Others are downright apoplectic about the government's recent interventions.

"As an investor I'm making money off of what's happening," says Peter Schiff, president of Euro Pacific Capital in Darien, Conn. "But as an American I strongly disapprove of it. They should let them fail, and I'm not just talking about the shareholders. I'm also talking about creditors. Why should people who loaned money to AIG or people who bought insurance policies from them get bailed out?"

Schiff says that creditors and the public need to do their homework on the financial health of the parties they deal with, and that it's not the government's role to get them off the hook if things turn sour. "Risk isn't taken away, it's just socialized," he says. "You can't have a market economy where the government takes away risk and there are no checks and balances."

Schiff says people should use the court system to redress their grievances rather than rely on the government. The more government gets involved, he opines, the more it screws up things. He argues that the government essentially created the current housing mess by establishing Fannie Mae and Freddie Mac in the first place, moves that subsidized home ownership, created a safety net for mortgage lending, and ultimately distorted the marketplace by enabling too many people to buy homes they couldn't afford.

"Would it be a big disaster to let these entities fail?" Schiff asks. "Yes, but when does it end? You have to bite the bullet at some point. I'm afraid we're on the road to complete destruction of our currency, and that U.S. Treasuries will fall through the floor."

Schiff says he's making money for clients by going long in gold and foreign currencies such as the yen, euro and the Swiss franc, while shorting financials. "It's not a situation I want to be in," he says, "but it's what I have to do."

Speaking Wednesday on CNBC, former Federal Reserve governor Wayne Angell said he doesn't believe the nation's finances are imperiled by the government's recent largesse toward failed financial companies. "It's not the public's balance sheet that's at risk," he said. "It's the Fed's balance sheet we need to focus on, and the Fed's balance sheet is infinite."

Angell noted the nation's monetary base "barely budged" when it rose 2% on a September-to-September basis. "That's not inflationary," he said.

Not everyone is as insouciant as Angell about the government's finances, but some think that Washington had no choice but to take action during the current crisis. "Either we go into a Depression and suffer a complete financial collapse, or we do everything we can to try to prevent that from happening," says Jim Welsh, founder of Welsh Money Management in Carlsbad, Calif. "And it still may happen despite all of their efforts."

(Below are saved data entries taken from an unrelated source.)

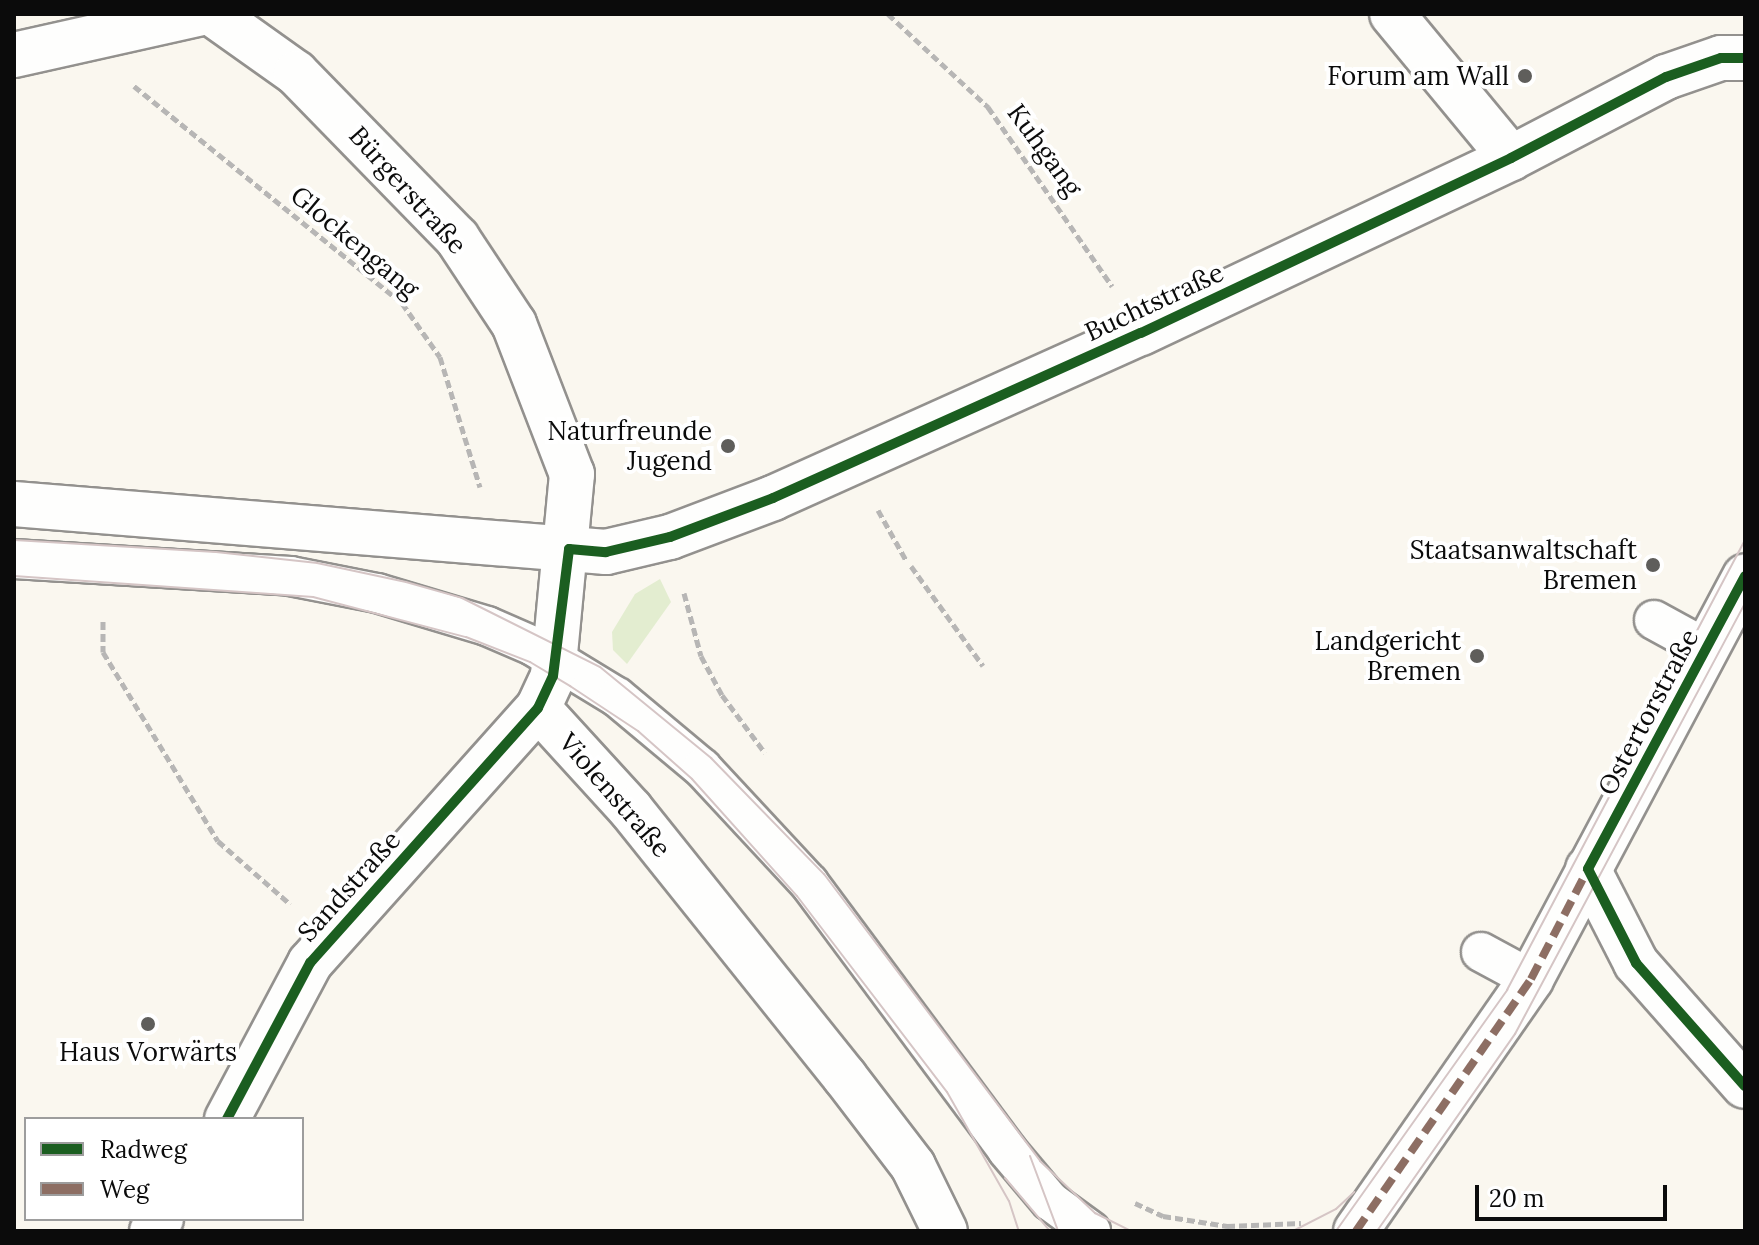 <!DOCTYPE html>
<meta charset="utf-8">
<style>
body{margin:0}
#map{position:relative;width:1759px;height:1245px;overflow:hidden;background:#faf7ef;font-family:Lora,serif}
div>[style]{position:absolute}
[style*='--x']{left:calc(var(--x)*1px);top:calc(var(--y)*1px);width:calc(var(--w)*1px);rotate:calc(var(--a)*1deg)}
.green>*{inset:0;background:#e3edd0}
.path>*{height:5px;margin-top:-2.5px;transform-origin:0;background:repeating-linear-gradient(90deg,#b7b6b5 0 8px,transparent 0 12px)}
.roads{filter:drop-shadow(2px 0 #93918e) drop-shadow(-2px 0 #93918e) drop-shadow(0 2px #93918e) drop-shadow(0 -2px #93918e)}
.lane>*{height:38px;margin:-19px;padding:0 19px;transform-origin:19px;border-radius:19px;background:#fefefd}
.street>*{height:44px;margin:-22px;padding:0 22px;transform-origin:22px;border-radius:22px;background:#fefefd}
.tram>*{height:2px;margin:-1px;padding:0 1px;transform-origin:1px;border-radius:1px;background:#d5c5c5}
.quiet>*{height:8px;margin-top:-4px;transform-origin:0;background:repeating-linear-gradient(90deg,#8d6e63 0 16px,transparent 0 24px)}
.cycleway>*{height:10px;margin:-5px;padding:0 5px;transform-origin:5px;border-radius:5px;background:#1b5e20}
.dots>*{width:22px;height:22px;translate:-50% -50%;box-sizing:border-box;border:4px solid #fff;border-radius:50%}
span{translate:-50% -50%;white-space:nowrap;text-align:center;line-height:1.15;-webkit-text-stroke:8px #fff;paint-order:stroke}
.poi-label{font-size:26px;color:#0b0b0b}
.right{translate:-100% -50%;text-align:right}
.street-label{font-size:26px;color:#0b0b0b}
.frame{position:absolute;inset:0;border:16px solid #0b0b0b;pointer-events:none}
.legend{position:absolute;left:24px;top:1117px;width:280px;height:104px;box-sizing:border-box;background:#fff;border:2px solid #9d9d9d;margin:0;padding:10px 14px;list-style:none;font-size:24px;color:#0b0b0b}
.legend li{display:flex;align-items:center;gap:16px;height:40px}
.legend b{width:40px;border:2px solid #9d9d9d}
.scale{position:absolute;left:1475px;top:1185px;width:192px;height:36px;box-sizing:border-box;border:4px solid #0b0b0b;border-top:0;padding-left:10px;font-size:24px;line-height:28px;white-space:nowrap;color:#0b0b0b;-webkit-text-stroke:6px #fff;paint-order:stroke}
</style>
<div id="map">
<div class="green">
<i style="clip-path:polygon(660px 579px,671px 602px,627px 664px,613px 650px,612px 632px,635px 594px)"></i>
</div>
<div class="path">
<i style="--x:888;--y:14;--w:137;--a:42.9"></i>
<i style="--x:988;--y:107;--w:218;--a:55.3"></i>
<i style="--x:134;--y:86;--w:345;--a:39"></i>
<i style="--x:402;--y:303;--w:66;--a:54.9"></i>
<i style="--x:440;--y:357;--w:136;--a:72.9"></i>
<i style="--x:878;--y:510;--w:57;--a:60.8"></i>
<i style="--x:911;--y:566;--w:123;--a:54.2"></i>
<i style="--x:684;--y:593;--w:65;--a:74.9"></i>
<i style="--x:701;--y:656;--w:44;--a:61.7"></i>
<i style="--x:722;--y:695;--w:72;--a:53.4"></i>
<i style="--x:103;--y:621;--w:31;--a:90"></i>
<i style="--x:103;--y:652;--w:221;--a:58.7"></i>
<i style="--x:218;--y:841;--w:96;--a:41.2"></i>
<i style="--x:1135;--y:1203;--w:31;--a:25"></i>
<i style="--x:1163;--y:1216;--w:65;--a:8.9"></i>
<i style="--x:1227;--y:1226;--w:74;--a:-2.3"></i>
</div>
<div class="roads">
<div class="lane">
<i style="--x:14;--y:559;--w:277;--a:3.5"></i>
<i style="--x:290;--y:576;--w:89;--a:11.1"></i>
<i style="--x:377;--y:593;--w:115;--a:16.7"></i>
<i style="--x:487;--y:626;--w:50;--a:23.5"></i>
<i style="--x:533;--y:646;--w:98;--a:31.3"></i>
<i style="--x:617;--y:697;--w:111;--a:39.9"></i>
<i style="--x:702;--y:768;--w:157;--a:47.1"></i>
<i style="--x:809;--y:883;--w:332;--a:53.4"></i>
<i style="--x:1007;--y:1150;--w:67;--a:49.9"></i>
<i style="--x:1050;--y:1201;--w:51;--a:36.2"></i>
<i style="--x:1654;--y:620;--w:60;--a:28.7"></i>
<i style="--x:1481;--y:952;--w:57;--a:28.4"></i>
</div>
<div class="street">
<i style="--x:213;--y:14;--w:102;--a:35.4"></i>
<i style="--x:296;--y:73;--w:231;--a:45.7"></i>
<i style="--x:457;--y:238;--w:103;--a:56.5"></i>
<i style="--x:514;--y:324;--w:161;--a:68.9"></i>
<i style="--x:572;--y:474;--w:203;--a:95.4"></i>
<i style="--x:553;--y:676;--w:35;--a:115"></i>
<i style="--x:538;--y:708;--w:342;--a:131.8"></i>
<i style="--x:310;--y:963;--w:177;--a:118"></i>
<i style="--x:1392;--y:14;--w:187;--a:50.4"></i>
<i style="--x:14;--y:55;--w:189;--a:-12.6"></i>
<i style="--x:14;--y:504;--w:594;--a:4.64"></i>
<i style="--x:606;--y:552;--w:66;--a:-13.2"></i>
<i style="--x:670;--y:537;--w:110;--a:-20.7"></i>
<i style="--x:773;--y:498;--w:403;--a:-24.2"></i>
<i style="--x:1141;--y:333;--w:409;--a:-25.3"></i>
<i style="--x:1511;--y:158;--w:175;--a:-27.6"></i>
<i style="--x:1666;--y:77;--w:58;--a:-19.1"></i>
<i style="--x:1721;--y:58;--w:24;--a:0"></i>
<i style="--x:538;--y:708;--w:138;--a:47.6"></i>
<i style="--x:631;--y:810;--w:342;--a:51.3"></i>
<i style="--x:845;--y:1077;--w:112;--a:52.6"></i>
<i style="--x:913;--y:1166;--w:72;--a:63.8"></i>
<i style="--x:1588;--y:869;--w:106;--a:62.9"></i>
<i style="--x:1636;--y:963;--w:164;--a:48.5"></i>
<i style="--x:152;--y:1231;--w:15;--a:-53"></i>
<i style="--x:1356;--y:1231;--w:307;--a:-55.2"></i>
<i style="--x:1531;--y:979;--w:456;--a:-62"></i>
</div>
</div>
<div class="tram">
<i style="--x:14;--y:540;--w:202;--a:3.4"></i>
<i style="--x:216;--y:552;--w:102;--a:6.2"></i>
<i style="--x:317;--y:563;--w:91;--a:12.1"></i>
<i style="--x:406;--y:582;--w:58;--a:15.9"></i>
<i style="--x:462;--y:598;--w:154;--a:26.6"></i>
<i style="--x:600;--y:667;--w:144;--a:39.3"></i>
<i style="--x:711;--y:758;--w:162;--a:45.8"></i>
<i style="--x:824;--y:874;--w:359;--a:53"></i>
<i style="--x:1040;--y:1161;--w:76;--a:43.4"></i>
<i style="--x:1095;--y:1213;--w:40;--a:26.6"></i>
<i style="--x:14;--y:576;--w:300;--a:4"></i>
<i style="--x:313;--y:597;--w:158;--a:14.7"></i>
<i style="--x:466;--y:637;--w:69;--a:21.3"></i>
<i style="--x:530;--y:662;--w:47;--a:31"></i>
<i style="--x:570;--y:686;--w:82;--a:33.5"></i>
<i style="--x:638;--y:731;--w:72;--a:41.6"></i>
<i style="--x:692;--y:779;--w:157;--a:48.1"></i>
<i style="--x:797;--y:896;--w:247;--a:52.6"></i>
<i style="--x:947;--y:1092;--w:125;--a:60.4"></i>
<i style="--x:1009;--y:1201;--w:32;--a:72"></i>
<i style="--x:1030;--y:1156;--w:80;--a:69.5"></i>
<i style="--x:1005;--y:1178;--w:70;--a:49.7"></i>
<i style="--x:1293;--y:1231;--w:48;--a:-27.1"></i>
<i style="--x:1336;--y:1209;--w:25;--a:-43"></i>
<i style="--x:1336;--y:1231;--w:296;--a:-54.6"></i>
<i style="--x:1507;--y:990;--w:509;--a:-62.13"></i>
<i style="--x:1377;--y:1231;--w:241;--a:-55"></i>
<i style="--x:1515;--y:1034;--w:489;--a:-61.9"></i>
</div>
<div class="quiet">
<i style="--x:1356;--y:1231;--w:307;--a:-55.2"></i>
<i style="--x:1531;--y:979;--w:124;--a:-62.6"></i>
</div>
<div class="cycleway">
<i style="--x:1745;--y:576;--w:332;--a:118.2"></i>
<i style="--x:1588;--y:869;--w:106;--a:62.9"></i>
<i style="--x:1636;--y:963;--w:164;--a:48.5"></i>
<i style="--x:227;--y:1119;--w:177;--a:-62"></i>
<i style="--x:310;--y:963;--w:342;--a:-48.2"></i>
<i style="--x:538;--y:708;--w:35;--a:-65"></i>
<i style="--x:553;--y:676;--w:128;--a:-82.8"></i>
<i style="--x:569;--y:549;--w:37;--a:5"></i>
<i style="--x:606;--y:552;--w:66;--a:-13.2"></i>
<i style="--x:670;--y:537;--w:110;--a:-20.7"></i>
<i style="--x:773;--y:498;--w:403;--a:-24.2"></i>
<i style="--x:1141;--y:333;--w:409;--a:-25.3"></i>
<i style="--x:1511;--y:158;--w:175;--a:-27.6"></i>
<i style="--x:1666;--y:77;--w:58;--a:-19.1"></i>
<i style="--x:1721;--y:58;--w:24;--a:0"></i>
</div>
<div class="dots">
<i style="left:1525px;top:76px;background:#5f5e5b"></i>
<i style="left:728px;top:446px;background:#5f5e5b"></i>
<i style="left:1653px;top:565px;background:#5f5e5b"></i>
<i style="left:1477px;top:656px;background:#5f5e5b"></i>
<i style="left:148px;top:1024px;background:#5f5e5b"></i>
</div>
<div class="poi-label">
<span class="right" style="left:1509px;top:76px">Forum am Wall</span>
<span class="right" style="left:712px;top:446px">Naturfreunde<br>Jugend</span>
<span class="right" style="left:1637px;top:565px">Staatsanwaltschaft<br>Bremen</span>
<span class="right" style="left:1461px;top:656px">Landgericht<br>Bremen</span>
<span style="left:148px;top:1052px">Haus Vorwärts</span>
</div>
<div class="street-label">
<span style="left:1045px;top:150px;rotate:54deg">Kuhgang</span>
<span style="left:408px;top:190px;rotate:48deg">Bürgerstraße</span>
<span style="left:355px;top:242px;rotate:40deg">Glockengang</span>
<span style="left:1154px;top:302px;rotate:-25deg">Buchtstraße</span>
<span style="left:1648px;top:712px;rotate:-62deg">Ostertorstraße</span>
<span style="left:615px;top:795px;rotate:49deg">Violenstraße</span>
<span style="left:349px;top:886px;rotate:-48deg">Sandstraße</span>
</div>
<div class="frame"></div>
<ul class="legend">
<li><b style="height:10px;background:#1b5e20"></b>Radweg</li>
<li><b style="height:10px;background:#8d6e63"></b>Weg</li>
</ul>
<div class="scale">20 m</div>
</div>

Welsh says that while he's no fan of bureaucratic meddling, he's increasingly frustrated by the "moral hazard" argument used by some people to criticize government intervention. This, he says, coming after unabashed free marketeers cheered as mortgage companies, Wall Street firms and credit rating agencies did their thing and created a situation where lending standards loosened to dangerous levels.

"When you get to the point of basically lending to anyone with a pulse, that to me is a moral hazard," Welsh says.